◆ What is expected
Go through the lines below. Copy those with "ガーランド".

┄┄┄┄┄┄

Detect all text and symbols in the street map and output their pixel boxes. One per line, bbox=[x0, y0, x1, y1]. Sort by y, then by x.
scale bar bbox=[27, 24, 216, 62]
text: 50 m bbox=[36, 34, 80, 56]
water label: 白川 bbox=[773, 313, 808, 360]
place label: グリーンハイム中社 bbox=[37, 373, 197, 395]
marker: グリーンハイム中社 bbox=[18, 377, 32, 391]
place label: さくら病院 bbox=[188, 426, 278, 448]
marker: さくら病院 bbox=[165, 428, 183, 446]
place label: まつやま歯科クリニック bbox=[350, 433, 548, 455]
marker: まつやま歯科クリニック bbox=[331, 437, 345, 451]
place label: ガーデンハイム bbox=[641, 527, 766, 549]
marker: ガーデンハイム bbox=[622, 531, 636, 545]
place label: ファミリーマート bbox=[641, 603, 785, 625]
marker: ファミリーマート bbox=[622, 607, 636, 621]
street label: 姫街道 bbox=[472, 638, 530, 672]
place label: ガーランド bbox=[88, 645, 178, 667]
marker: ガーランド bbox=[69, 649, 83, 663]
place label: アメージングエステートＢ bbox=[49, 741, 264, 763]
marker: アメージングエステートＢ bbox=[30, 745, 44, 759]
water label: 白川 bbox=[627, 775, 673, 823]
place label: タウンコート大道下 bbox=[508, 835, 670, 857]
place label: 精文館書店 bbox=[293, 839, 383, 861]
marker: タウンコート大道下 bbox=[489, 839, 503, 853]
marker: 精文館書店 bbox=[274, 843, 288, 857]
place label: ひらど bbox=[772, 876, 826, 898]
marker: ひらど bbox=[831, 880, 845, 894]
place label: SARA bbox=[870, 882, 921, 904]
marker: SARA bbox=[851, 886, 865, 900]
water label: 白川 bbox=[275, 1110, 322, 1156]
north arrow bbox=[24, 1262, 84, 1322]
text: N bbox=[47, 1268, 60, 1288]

┄┄┄┄┄┄

◆ Expected answer
place label: ガーランド bbox=[88, 645, 178, 667]
marker: ガーランド bbox=[69, 649, 83, 663]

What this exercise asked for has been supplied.